A fledgling paywall, a struggle for standards across emerging platforms, two ongoing wars (a third rumbling along quietly), a presidential election or two, a slowing “recovery,” stubbornly bad unemployment levels, the erosion of the opinion/news divide, and the ever shrinking resources from which newspapers have to draw to deal with all of them: Thus read the Abramson tarot cards.
Today we’re asking what you’d like to see from the Times’s new executive editor. What does she need to do to handle these challenges? What does she need to change? And what should she leave exactly as it is? Let us know below.
I'm a big fan of the New York Times and have written fairly extensively on what I think is needed to fix it.

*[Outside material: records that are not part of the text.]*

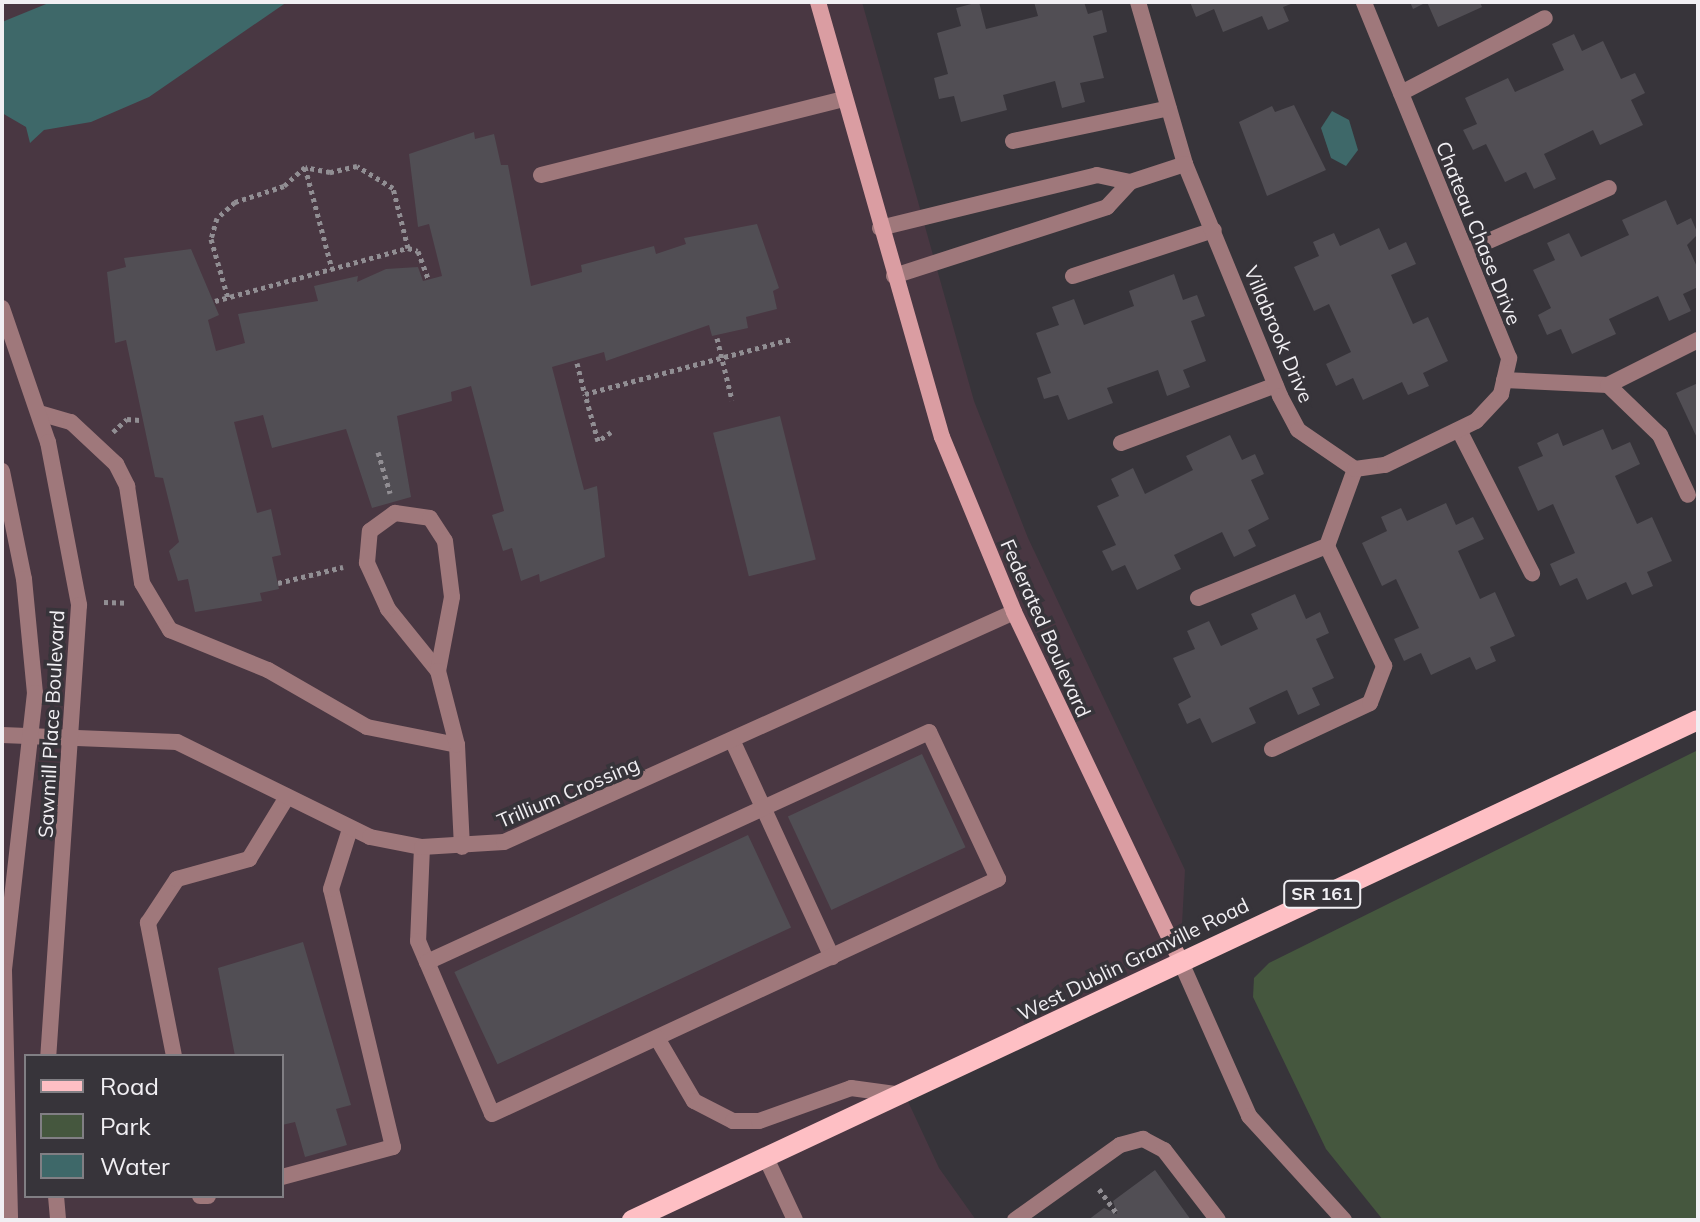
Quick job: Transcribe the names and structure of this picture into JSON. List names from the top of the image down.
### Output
{
  "streets": {
    "main road": ["Federated Boulevard", "SR 161", "West Dublin Granville Road"],
    "street": [
      "Chateau Chase Drive",
      "Villabrook Drive",
      "Sawmill Place Boulevard",
      "Trillium Crossing"
    ]
  },
  "crossings": [
    ["Federated Boulevard", "Trillium Crossing"],
    ["Federated Boulevard", "West Dublin Granville Road"],
    ["Sawmill Place Boulevard", "Trillium Crossing"]
  ],
  "legend": ["Road", "Park", "Water"]
}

Here are two examples:
How to fix the New York Times: http://www.digitaltonto.com/2010/how-to-fix-the-new-york-times/
The Real Problem with NYtimes.com: http://www.digitaltonto.com/2010/the-real-problem-with-nytimes-com/
- Greg
#1 Posted by Greg Satell, CJR on Thu 9 Jun 2011 at 12:45 AM
Cover all politicians of all parties as obsessively as you do Sarah Palin? Starting with the President of the United States, product of the fragrant Cook County Democratic Party machinery? I'd like to see the e-mails.

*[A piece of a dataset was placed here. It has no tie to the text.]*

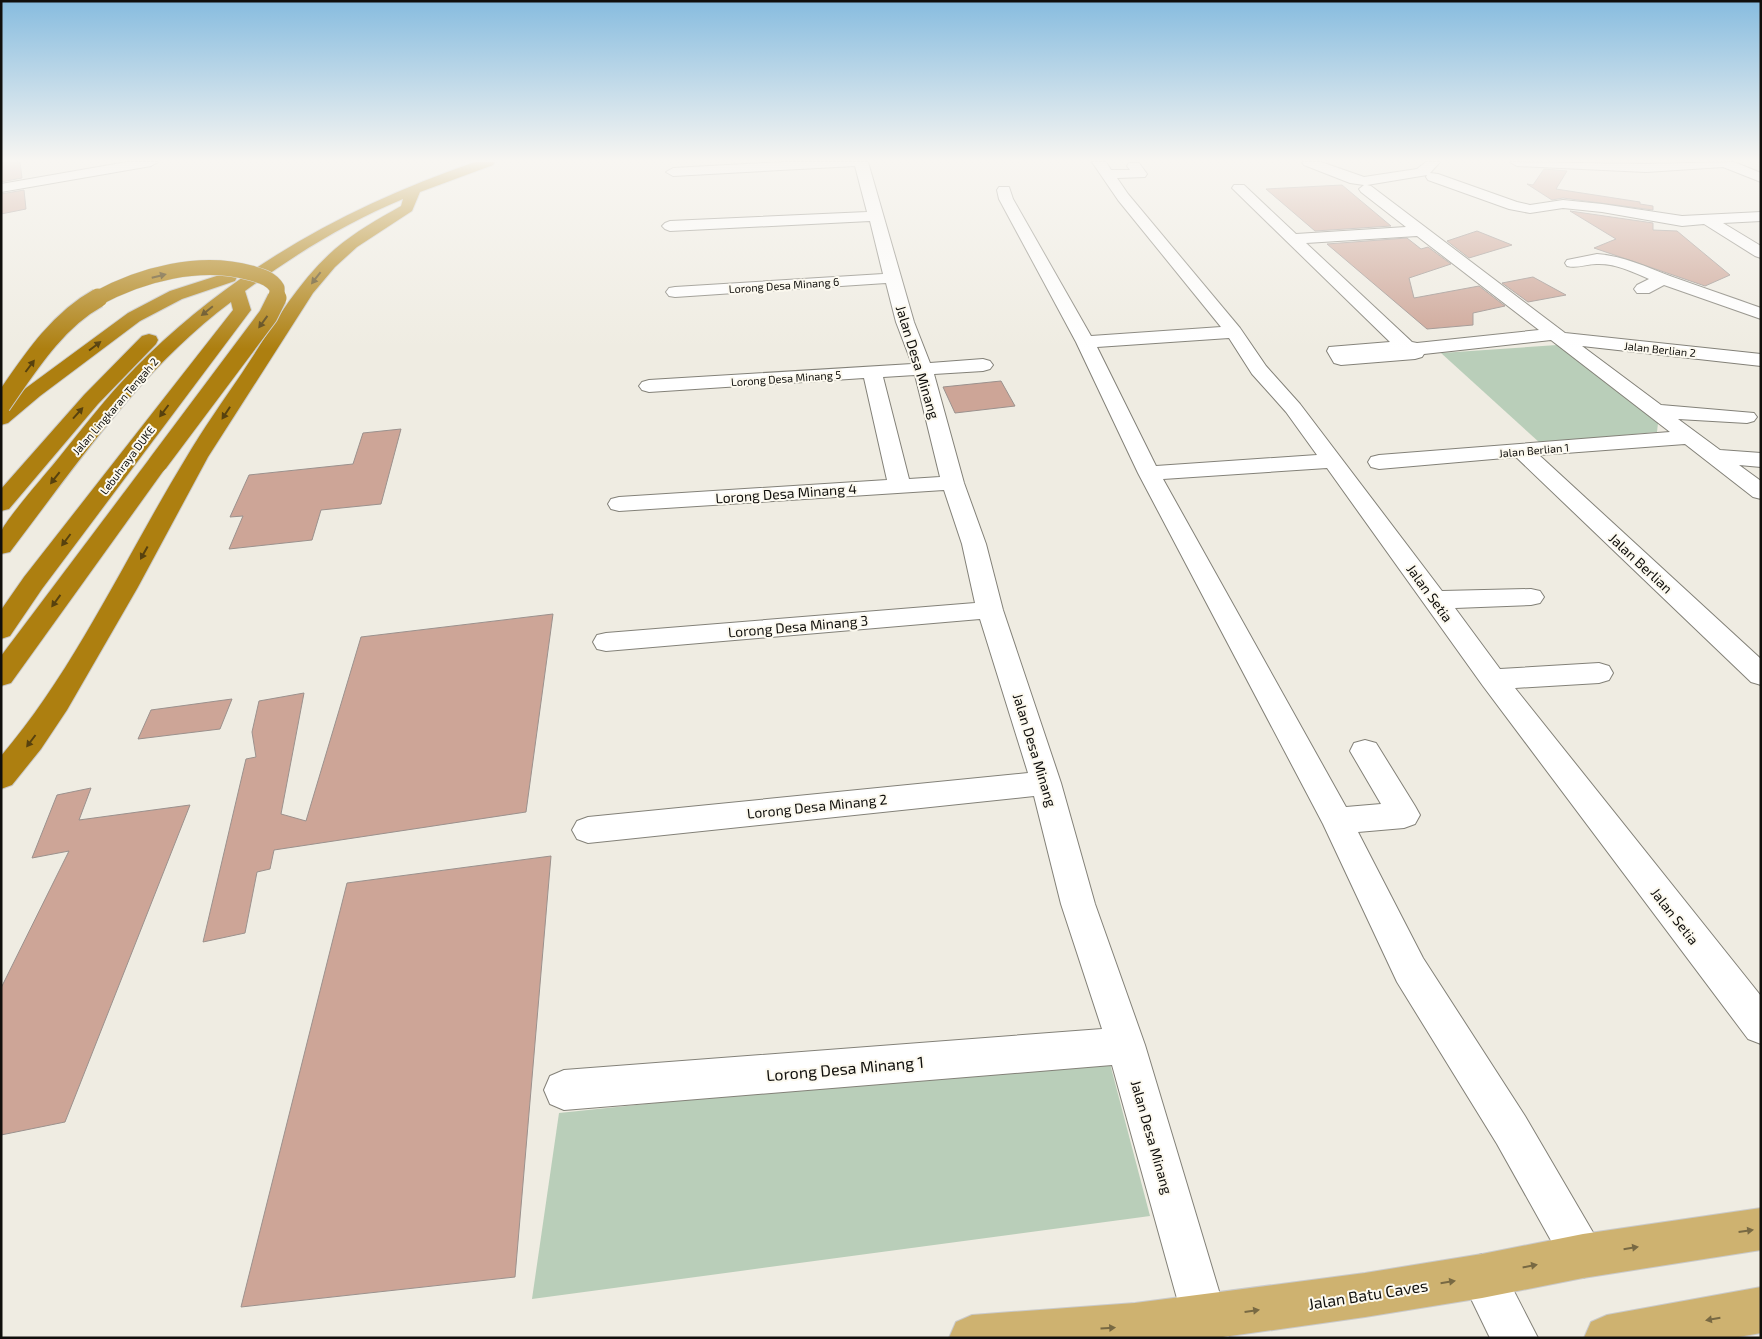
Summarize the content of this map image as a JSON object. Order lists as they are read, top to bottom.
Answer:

#2 Posted by Mark Richard, CJR on Tue 14 Jun 2011 at 12:21 PM
Links links links. If the times wants to become relevant they will need to include proper links to sources being cited. Not links to retarded 'times topic pages' that some machine auto generates.
And fire anyone who uses anonymous sources when they should name their sources.

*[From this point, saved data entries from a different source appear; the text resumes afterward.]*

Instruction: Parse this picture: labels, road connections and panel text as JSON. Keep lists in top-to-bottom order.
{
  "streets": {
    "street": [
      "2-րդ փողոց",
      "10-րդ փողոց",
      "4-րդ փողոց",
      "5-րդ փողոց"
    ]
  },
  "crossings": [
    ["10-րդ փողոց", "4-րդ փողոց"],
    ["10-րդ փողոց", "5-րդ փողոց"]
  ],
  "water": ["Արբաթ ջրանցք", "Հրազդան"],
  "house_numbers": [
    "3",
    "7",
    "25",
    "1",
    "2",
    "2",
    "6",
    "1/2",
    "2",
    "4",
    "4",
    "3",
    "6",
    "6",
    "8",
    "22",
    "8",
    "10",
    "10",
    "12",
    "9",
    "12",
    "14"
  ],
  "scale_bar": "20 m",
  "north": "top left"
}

And if reporters turn press releases into stories without seeking a second source, the times should get paid by the issuer of the press release.
#3 Posted by Timothywmurray, CJR on Thu 16 Jun 2011 at 06:39 PM
Tone down the "people live outside of NYC? How sad for them." attitude. The NYTimes is probably the most egregious of the major world newspapers in terms of Darkest Africa coverage.
#4 Posted by slipjack, CJR on Fri 17 Jun 2011 at 02:39 PM
Promote Gretchen Morgenstern to head the Business News section. Get rid of David Brooks in order to restore journalistic respect to the Op-Ed page. His last column concerning Fannie Mae and Freddie Mac as primary instigators of the financial upheaval was lame. And keep all conversation with Sulzberger to a bare minimum.
#5 Posted by Jack, CJR on Tue 21 Jun 2011 at 04:49 PM
Completely agree about the "Darkest Africa" coverage. Way too many examples/stories of overprivileged NYC-area residents with nannies, summer homes, cool apartments -- it's stifling and undercuts what is often good reporting. Monitor the online comments, especially the anti-religion hostility that predictably appears whenever the paper covers someone like Perry.
And I haven't seen Brooks all summer. Guess he's been out at his summer home.